Building a mosaic antigen

Researchers are also attempting to design HIV antigens that could address the overwhelming diversity of HIV. Because HIV mutates so rapidly, there is tremendous variation among the different viruses circulating in a population, and even in a single individual. Scientists at the Los Alamos National Laboratory in the US oversee a massive database that catalogues the genetic characteristics or sequences of many of the currently circulating versions of HIV. From this database, they can identify the regions of HIV that are consistent or conserved across many different viruses. Researchers can then combine these conserved regions into a single antigen, which is referred to as a mosaic. Vaccine candidates with mosaic HIV antigens have so far only been tested in animal studies.

Antigens to induce antibodies

Another strategy is also being used to design HIV antigens that can induce neutralizing antibodies against the virus (see VAX February 2007 Primer on Understanding Neutralizing Antibodies). Antibodies that can effectively neutralize many different forms of HIV are referred to as broadly neutralizing antibodies. Only a handful of broadly neutralizing antibodies have been identified to date.

Researchers are now using X-rays to carefully study precisely at which location on HIV some of these broadly neutralizing antibodies bind.
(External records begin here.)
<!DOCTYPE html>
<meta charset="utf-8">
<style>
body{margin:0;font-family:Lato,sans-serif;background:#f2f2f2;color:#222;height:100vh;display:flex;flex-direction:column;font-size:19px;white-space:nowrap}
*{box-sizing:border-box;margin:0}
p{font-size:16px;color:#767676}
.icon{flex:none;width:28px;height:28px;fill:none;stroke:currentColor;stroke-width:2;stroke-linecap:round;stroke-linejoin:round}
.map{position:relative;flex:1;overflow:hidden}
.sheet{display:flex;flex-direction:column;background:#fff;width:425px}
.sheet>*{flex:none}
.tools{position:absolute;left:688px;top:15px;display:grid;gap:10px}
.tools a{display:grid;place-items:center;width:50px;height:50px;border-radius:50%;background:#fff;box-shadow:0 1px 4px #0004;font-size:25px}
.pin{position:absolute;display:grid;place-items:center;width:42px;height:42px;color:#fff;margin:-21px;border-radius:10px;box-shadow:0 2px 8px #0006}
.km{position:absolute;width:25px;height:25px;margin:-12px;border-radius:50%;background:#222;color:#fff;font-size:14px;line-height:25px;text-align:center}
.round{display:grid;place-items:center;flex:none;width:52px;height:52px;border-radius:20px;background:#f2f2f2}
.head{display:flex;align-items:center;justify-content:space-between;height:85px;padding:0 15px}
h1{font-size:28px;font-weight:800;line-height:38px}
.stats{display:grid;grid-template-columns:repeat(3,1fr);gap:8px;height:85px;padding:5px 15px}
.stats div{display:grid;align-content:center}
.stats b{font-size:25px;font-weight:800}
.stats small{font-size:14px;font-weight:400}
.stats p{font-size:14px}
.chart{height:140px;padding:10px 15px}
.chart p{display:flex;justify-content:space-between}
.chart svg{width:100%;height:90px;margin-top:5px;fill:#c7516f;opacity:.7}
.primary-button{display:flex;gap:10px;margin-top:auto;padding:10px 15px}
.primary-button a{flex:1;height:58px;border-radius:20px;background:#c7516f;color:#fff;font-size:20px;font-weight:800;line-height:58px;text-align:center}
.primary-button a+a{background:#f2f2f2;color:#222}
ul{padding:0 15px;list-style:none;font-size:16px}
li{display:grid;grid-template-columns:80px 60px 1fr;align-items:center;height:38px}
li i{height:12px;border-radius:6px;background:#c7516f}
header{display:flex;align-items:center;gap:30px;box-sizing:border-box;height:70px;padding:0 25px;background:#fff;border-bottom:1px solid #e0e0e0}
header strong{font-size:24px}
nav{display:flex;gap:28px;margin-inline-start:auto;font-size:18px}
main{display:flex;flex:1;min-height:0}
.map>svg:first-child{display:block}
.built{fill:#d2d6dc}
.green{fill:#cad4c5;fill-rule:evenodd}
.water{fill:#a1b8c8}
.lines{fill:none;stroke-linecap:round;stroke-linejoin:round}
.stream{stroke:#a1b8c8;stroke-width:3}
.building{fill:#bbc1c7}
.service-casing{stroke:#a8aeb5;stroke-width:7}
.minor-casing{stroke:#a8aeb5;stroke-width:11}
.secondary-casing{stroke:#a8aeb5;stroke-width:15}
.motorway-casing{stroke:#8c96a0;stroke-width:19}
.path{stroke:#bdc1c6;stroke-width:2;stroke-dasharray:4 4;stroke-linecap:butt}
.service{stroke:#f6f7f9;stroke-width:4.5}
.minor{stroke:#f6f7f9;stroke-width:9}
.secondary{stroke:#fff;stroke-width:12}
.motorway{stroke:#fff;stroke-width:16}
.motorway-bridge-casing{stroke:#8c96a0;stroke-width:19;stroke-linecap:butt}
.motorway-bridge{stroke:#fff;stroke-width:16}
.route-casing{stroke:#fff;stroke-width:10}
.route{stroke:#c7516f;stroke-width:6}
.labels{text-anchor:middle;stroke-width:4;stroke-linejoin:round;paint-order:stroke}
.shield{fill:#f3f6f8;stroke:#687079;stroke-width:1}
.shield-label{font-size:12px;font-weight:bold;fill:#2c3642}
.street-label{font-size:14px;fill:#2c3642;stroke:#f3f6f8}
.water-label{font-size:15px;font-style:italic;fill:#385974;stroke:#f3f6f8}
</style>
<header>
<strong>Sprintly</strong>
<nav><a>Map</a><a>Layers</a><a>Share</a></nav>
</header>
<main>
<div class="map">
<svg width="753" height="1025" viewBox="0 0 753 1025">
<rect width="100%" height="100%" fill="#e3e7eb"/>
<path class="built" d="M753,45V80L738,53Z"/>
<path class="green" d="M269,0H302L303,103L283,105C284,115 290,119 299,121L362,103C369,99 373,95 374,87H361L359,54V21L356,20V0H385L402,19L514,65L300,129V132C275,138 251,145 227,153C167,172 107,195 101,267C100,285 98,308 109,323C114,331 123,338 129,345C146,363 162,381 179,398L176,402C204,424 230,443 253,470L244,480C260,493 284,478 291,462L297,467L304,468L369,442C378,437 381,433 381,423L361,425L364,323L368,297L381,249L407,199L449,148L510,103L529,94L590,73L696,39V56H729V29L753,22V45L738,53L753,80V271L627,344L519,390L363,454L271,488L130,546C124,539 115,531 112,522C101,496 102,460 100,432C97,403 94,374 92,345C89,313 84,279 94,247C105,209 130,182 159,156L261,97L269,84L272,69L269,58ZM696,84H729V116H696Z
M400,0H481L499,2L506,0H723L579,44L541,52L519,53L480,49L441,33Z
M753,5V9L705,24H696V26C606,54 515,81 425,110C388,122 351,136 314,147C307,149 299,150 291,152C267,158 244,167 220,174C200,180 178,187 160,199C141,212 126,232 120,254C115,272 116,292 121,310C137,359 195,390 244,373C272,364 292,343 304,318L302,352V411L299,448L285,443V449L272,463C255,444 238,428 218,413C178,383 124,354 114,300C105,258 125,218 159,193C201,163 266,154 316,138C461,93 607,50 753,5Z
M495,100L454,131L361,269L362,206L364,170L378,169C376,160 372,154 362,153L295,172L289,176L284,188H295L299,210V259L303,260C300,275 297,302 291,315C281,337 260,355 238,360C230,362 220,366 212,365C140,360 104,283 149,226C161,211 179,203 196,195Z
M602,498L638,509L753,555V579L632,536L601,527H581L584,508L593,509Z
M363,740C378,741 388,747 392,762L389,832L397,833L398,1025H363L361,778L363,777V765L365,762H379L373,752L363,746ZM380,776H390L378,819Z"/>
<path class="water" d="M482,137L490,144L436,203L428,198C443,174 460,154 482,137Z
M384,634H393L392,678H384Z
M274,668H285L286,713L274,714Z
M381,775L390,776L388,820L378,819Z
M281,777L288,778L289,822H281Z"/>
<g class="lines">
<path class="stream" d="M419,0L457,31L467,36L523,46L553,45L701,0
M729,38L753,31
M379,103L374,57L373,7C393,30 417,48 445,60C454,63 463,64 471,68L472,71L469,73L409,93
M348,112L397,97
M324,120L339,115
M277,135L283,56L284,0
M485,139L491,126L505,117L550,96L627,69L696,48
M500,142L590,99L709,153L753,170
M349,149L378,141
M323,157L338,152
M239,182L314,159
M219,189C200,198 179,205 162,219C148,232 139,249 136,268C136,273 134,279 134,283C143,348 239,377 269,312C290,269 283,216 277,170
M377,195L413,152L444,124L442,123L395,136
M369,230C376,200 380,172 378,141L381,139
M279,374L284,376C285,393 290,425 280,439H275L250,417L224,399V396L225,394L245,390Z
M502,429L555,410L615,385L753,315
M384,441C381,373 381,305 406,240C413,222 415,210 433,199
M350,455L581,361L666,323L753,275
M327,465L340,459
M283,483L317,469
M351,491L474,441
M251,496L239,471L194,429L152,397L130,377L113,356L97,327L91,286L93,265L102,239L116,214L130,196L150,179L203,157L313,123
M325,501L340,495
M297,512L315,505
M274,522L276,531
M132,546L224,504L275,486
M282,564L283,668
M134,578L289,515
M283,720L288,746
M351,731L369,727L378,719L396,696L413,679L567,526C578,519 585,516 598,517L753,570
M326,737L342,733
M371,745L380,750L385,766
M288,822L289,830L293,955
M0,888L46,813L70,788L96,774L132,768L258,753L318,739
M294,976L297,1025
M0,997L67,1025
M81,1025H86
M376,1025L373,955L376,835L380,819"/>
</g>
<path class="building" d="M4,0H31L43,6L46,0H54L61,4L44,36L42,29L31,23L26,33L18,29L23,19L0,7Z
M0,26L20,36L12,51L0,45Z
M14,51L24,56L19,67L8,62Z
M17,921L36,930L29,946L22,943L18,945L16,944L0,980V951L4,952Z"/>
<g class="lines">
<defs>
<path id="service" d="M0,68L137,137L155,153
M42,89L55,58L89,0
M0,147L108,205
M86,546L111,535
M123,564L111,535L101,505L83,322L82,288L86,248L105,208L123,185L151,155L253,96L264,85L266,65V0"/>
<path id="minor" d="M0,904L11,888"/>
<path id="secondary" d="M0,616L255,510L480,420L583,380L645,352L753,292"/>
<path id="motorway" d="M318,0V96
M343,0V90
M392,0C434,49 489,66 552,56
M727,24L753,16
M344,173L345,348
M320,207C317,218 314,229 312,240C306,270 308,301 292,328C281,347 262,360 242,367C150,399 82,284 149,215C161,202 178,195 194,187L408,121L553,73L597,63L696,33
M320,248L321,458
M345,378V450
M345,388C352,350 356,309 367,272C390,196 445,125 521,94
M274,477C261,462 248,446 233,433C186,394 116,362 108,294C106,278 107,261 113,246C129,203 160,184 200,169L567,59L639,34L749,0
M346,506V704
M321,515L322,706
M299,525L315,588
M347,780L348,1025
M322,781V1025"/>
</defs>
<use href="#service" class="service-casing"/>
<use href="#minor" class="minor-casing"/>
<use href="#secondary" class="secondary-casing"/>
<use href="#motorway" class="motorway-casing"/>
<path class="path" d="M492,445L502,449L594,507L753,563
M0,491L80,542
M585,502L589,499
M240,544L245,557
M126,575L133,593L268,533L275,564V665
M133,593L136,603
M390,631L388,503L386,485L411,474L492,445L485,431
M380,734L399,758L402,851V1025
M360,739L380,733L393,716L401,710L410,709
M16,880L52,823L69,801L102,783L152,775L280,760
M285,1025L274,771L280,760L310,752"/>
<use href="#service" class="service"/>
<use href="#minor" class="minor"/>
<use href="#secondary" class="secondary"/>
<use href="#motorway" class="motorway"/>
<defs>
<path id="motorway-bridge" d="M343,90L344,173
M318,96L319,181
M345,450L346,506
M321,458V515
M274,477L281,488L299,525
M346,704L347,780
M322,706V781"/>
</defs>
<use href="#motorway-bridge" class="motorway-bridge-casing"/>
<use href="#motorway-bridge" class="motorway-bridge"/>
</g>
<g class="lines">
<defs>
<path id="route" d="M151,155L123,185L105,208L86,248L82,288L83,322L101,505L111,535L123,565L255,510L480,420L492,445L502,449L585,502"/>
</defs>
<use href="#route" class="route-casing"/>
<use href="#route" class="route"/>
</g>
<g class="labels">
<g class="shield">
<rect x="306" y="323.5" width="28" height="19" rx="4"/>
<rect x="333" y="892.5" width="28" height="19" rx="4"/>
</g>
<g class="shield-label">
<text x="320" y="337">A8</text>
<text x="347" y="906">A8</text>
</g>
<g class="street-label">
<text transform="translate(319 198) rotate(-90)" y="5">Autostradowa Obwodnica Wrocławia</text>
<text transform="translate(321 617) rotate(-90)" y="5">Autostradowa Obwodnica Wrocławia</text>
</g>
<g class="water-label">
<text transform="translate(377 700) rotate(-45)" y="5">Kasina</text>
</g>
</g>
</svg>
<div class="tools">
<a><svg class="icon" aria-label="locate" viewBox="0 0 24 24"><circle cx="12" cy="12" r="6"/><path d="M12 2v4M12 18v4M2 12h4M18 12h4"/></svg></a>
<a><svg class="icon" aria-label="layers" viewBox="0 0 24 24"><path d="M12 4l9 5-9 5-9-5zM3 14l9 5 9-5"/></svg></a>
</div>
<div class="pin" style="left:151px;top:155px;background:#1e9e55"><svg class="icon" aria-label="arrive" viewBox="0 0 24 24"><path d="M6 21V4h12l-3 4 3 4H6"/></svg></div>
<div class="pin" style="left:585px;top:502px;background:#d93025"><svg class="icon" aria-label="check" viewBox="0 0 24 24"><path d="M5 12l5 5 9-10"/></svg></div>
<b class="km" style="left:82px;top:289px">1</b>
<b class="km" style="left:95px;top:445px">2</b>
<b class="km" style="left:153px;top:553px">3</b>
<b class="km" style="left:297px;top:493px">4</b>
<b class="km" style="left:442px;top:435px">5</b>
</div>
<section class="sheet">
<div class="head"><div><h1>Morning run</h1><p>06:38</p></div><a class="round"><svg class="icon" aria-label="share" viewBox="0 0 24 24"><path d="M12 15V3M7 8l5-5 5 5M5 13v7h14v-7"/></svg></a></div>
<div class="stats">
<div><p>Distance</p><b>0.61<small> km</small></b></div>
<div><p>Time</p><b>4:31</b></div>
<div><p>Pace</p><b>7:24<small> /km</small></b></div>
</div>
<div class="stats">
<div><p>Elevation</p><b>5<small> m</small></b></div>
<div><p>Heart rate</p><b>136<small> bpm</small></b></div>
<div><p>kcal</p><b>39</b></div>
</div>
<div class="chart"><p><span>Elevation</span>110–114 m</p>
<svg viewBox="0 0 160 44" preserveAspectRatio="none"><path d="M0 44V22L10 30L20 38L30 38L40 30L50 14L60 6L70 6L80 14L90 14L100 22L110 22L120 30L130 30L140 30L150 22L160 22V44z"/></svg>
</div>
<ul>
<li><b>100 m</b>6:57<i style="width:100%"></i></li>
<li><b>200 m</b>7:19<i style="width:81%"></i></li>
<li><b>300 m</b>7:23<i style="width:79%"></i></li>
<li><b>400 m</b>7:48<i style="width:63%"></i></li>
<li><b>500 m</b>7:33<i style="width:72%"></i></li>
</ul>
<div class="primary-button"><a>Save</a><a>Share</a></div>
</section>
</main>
A fragment of HIV from this binding site could be used as an antigen, which, if included in a vaccine candidate, would hopefully induce this broadly neutralizing antibody.

Not knowing which HIV antigens will induce the necessary immune responses is a major barrier to the development of an effective AIDS vaccine. While researchers are actively investigating ways to design better antigens to put into a vaccine candidate, they are also exploring different viral vectors and other techniques to deliver HIV immunogens into the body.